Celui-ci bénéficie aujourd’hui, quoiqu’on en ait, d’une popularité certaine dans son pays, car il est pénétré de l’histoire et de la culture russes, et recueille un large soutien symbolisé par l’appui ostensible du patriarche de la « Troisième Rome » dont il faut se souvenir qu’aux pires moments de l’été 1941, alors que les divisions de « panzers » déferlaient dans les plaines d’Ukraine et de Biélorussie, l’ancien séminariste Joseph Staline avait jugé bon, selon la légende, d’extraire le Métropolite de sa résidence surveillée pour l’envoyer survoler Moscou muni d’icônes sacrées, chargé de bénir les défenseurs de la Sainte Russie ! Ajoutons que la passion du successeur de Boris Eltsine pour l’histoire et la géopolitique fait qu’il se remémore encore aujourd’hui ces périodes où l’Ukraine, déchirée entre Occident et Orient, était largement soumise au « Royaume des deux nations » polono-lituanien et où, dans les années 1920, les Cosaques Zaporogues, alliés à l’armée de Dénikine, envisageaient de reconquérir Moscou à partir de Kiev. C’était avant que certains d’entre eux n’accueillent sans trop d’hésitations les descendants des Chevaliers teutoniques revenus, comme au temps de la première bataille de Tannenberg, envahir la Moscovie.
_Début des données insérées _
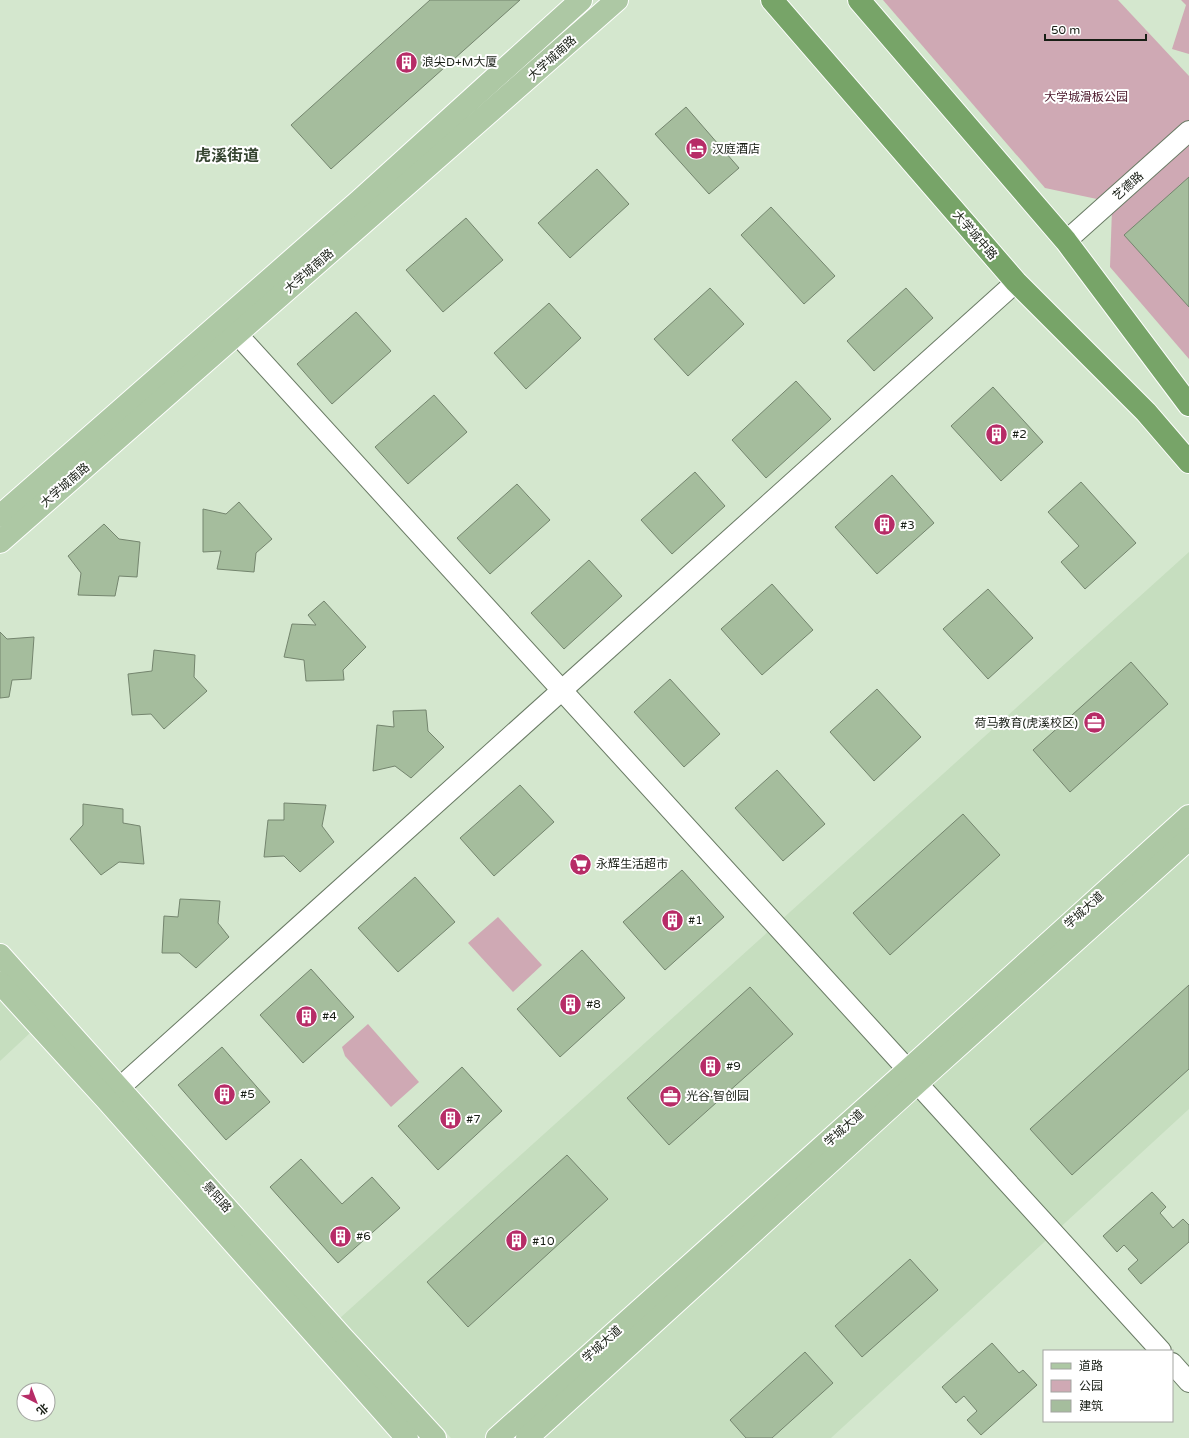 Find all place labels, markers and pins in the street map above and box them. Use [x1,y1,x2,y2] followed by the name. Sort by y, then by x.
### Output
[393,49,419,75] building icon: 浪尖D+M大厦
[422,55,497,69] place label: 浪尖D+M大厦
[683,136,709,162] hotel icon: 汉庭酒店
[712,142,760,156] place label: 汉庭酒店
[984,421,1010,447] building icon: #2
[1012,427,1027,441] place label: #2
[872,512,898,538] building icon: #3
[900,518,915,532] place label: #3
[1081,710,1107,736] office icon: 荷马教育(虎溪校区)
[975,716,1078,730] place label: 荷马教育(虎溪校区)
[567,851,593,877] supermarket icon: 永辉生活超市
[596,857,668,871] place label: 永辉生活超市
[660,907,686,933] building icon: #1
[688,913,703,927] place label: #1
[558,991,584,1017] building icon: #8
[586,997,601,1011] place label: #8
[294,1003,320,1029] building icon: #4
[322,1009,337,1023] place label: #4
[697,1053,723,1079] building icon: #9
[726,1059,741,1073] place label: #9
[211,1081,237,1107] building icon: #5
[658,1083,684,1109] office icon: 光谷·智创园
[240,1087,255,1101] place label: #5
[686,1089,749,1103] place label: 光谷·智创园
[437,1106,463,1132] building icon: #7
[466,1112,481,1126] place label: #7
[328,1223,354,1249] building icon: #6
[504,1228,530,1254] building icon: #10
[356,1229,371,1243] place label: #6
[532,1234,555,1248] place label: #10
Enfin, les cours d’enseignement supérieur du FSB n’ont certainement pas omis d’inculquer au jeune officier quelques principes essentiels, comme celui de l’importance du « couloir stratégique » reliant la Baltique à la Mer Noire, et dont la Crimée, au XIX° siècle, constituait la pointe avancée en direction de Constantinople, du Bosphore et des mers chaudes ; au point qu’il fallut une action franco-britannique pour préserver l’Empire ottoman, intervention dont le seul avantage durable que nous ayons conservé par-devers nous depuis lors, hormis le prestige des zouaves, consiste dans les noms d’un pont et d’un boulevard parisiens.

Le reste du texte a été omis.